Don’t trust the “Max Capacity” on the sticker. That’s for water. Here is the real-world throughput when processing raw chicken carcasses or fish frames.
| Model | Real Capacity (kg/h) | Power (kW) | Dimensions (mm) | Best Used For |
| GN-200 | 100-200 | 5.5 | 780×500×1250 | Small Batches / R&D Labs |
| GN-300 | 600-1200 | 15 | 1020×560×1380 | SME Factories (Most Popular) |
| GN-300T | 1000-2000 | 18.5 | 1500×700×1480 | Continuous Sausage Lines |
| GN-500 | 2500-3500 | 37 | 2010×980×2300 | Large Scale Industrial Plants |
The Efficiency Trap: Competitors will promise you 5 tons/hour. But in reality, when processing frozen chicken frames (-4°C), their efficiency drops by half. The GN-500 is geared with high-torque motors that maintain 85% efficiency even with semi-frozen loads. In a double-shift plant, that’s an extra 5 tons of output per month compared to standard mills.

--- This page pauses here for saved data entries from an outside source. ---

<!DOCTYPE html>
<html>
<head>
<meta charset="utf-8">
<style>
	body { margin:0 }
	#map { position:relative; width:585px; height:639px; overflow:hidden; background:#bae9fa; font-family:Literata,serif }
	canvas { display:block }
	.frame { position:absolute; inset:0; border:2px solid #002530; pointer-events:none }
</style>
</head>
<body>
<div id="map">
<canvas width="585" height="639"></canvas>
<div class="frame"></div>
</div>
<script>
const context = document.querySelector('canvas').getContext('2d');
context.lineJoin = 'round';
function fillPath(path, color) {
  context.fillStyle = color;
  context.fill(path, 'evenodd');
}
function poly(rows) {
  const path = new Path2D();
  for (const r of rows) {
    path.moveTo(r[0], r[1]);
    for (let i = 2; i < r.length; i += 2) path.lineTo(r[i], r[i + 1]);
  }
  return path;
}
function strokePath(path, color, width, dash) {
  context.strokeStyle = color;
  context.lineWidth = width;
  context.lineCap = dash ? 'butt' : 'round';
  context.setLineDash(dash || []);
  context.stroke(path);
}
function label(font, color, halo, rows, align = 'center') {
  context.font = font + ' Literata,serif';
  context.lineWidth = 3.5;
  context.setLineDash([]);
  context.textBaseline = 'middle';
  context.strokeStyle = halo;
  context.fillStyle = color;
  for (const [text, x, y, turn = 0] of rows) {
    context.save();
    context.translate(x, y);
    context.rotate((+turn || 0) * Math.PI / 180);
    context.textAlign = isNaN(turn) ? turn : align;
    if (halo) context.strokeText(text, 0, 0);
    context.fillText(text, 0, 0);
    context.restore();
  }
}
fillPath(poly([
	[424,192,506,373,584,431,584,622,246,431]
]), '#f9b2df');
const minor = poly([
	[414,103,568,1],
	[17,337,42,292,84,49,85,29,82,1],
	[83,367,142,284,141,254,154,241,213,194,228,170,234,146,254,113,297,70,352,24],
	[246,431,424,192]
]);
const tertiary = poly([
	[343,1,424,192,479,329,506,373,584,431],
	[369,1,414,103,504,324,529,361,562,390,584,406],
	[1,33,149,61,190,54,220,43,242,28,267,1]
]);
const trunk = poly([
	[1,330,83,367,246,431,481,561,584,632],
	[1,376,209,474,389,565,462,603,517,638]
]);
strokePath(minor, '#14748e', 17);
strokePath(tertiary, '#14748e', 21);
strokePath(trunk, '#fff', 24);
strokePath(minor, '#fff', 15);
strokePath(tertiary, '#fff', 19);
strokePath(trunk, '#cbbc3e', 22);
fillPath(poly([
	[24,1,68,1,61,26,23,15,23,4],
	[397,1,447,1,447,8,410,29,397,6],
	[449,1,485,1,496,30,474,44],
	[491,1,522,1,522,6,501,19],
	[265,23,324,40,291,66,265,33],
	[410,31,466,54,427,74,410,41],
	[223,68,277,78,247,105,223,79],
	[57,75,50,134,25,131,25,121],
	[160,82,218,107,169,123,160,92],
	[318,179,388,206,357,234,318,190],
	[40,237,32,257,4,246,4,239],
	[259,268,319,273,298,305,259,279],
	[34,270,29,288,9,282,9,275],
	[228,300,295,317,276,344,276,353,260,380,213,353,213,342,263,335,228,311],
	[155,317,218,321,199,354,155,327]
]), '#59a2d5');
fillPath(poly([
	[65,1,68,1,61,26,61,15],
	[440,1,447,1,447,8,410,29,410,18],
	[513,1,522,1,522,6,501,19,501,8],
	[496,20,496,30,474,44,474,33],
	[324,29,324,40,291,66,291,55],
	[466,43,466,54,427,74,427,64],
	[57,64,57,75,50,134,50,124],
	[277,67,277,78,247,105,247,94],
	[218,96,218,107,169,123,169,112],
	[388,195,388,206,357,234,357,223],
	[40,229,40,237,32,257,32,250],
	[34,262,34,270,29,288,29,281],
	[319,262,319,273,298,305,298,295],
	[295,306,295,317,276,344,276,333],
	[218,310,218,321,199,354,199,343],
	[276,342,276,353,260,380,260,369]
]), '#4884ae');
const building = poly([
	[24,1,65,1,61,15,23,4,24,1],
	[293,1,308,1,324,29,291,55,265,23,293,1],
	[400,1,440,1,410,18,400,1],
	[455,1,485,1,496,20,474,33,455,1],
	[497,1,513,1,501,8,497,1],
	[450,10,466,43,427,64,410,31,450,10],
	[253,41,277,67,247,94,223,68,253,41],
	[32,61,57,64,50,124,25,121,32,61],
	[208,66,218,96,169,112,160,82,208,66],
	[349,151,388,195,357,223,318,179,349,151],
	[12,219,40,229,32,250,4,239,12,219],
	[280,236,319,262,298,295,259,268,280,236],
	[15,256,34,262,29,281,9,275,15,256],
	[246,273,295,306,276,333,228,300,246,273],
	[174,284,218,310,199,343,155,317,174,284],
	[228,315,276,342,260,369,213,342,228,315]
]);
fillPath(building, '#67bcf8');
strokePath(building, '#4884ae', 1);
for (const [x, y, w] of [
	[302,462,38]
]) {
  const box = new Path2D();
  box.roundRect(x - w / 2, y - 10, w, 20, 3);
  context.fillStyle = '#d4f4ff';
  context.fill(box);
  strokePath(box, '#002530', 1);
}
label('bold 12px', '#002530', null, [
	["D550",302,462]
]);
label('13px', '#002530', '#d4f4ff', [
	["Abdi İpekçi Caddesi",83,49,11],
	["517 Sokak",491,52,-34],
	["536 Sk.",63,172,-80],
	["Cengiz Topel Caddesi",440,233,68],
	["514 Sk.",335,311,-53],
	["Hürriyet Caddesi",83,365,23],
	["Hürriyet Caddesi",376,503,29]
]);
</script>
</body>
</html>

Q: Can this machine grind beef bones?A: Yes, but with a condition. Fresh beef bones must be crushed to <50mm (using a bone crusher) before entering the GN machine. If you throw in a whole cow femur, you will break the machine. For chicken and fish, you can feed whole frames.
Q: How often do I need to change the grinding head?A: This depends on your material. If you run chicken skeletons 8 hours a day, the German carbide head lasts about 1.5years. If you run harder pork bones, expect 0.5 years. Compare that to standard steel heads that lose sharpness in 3 months—that’s the difference in TCO (Total Cost of Ownership).
Q: Will the bone paste taste “metallic”?A: Absolutely not. The grinding head is Tungsten Carbide, and the chamber is SUS304. There is no iron oxidation. The paste tastes exactly like the raw material.
Q: Do you support 220V single phase?A: For the GN-200, yes. But for the GN-300 and above, you must use 380V 3-phase. You cannot get the torque required to crush bone with single-phase power. Don’t let anyone tell you otherwise.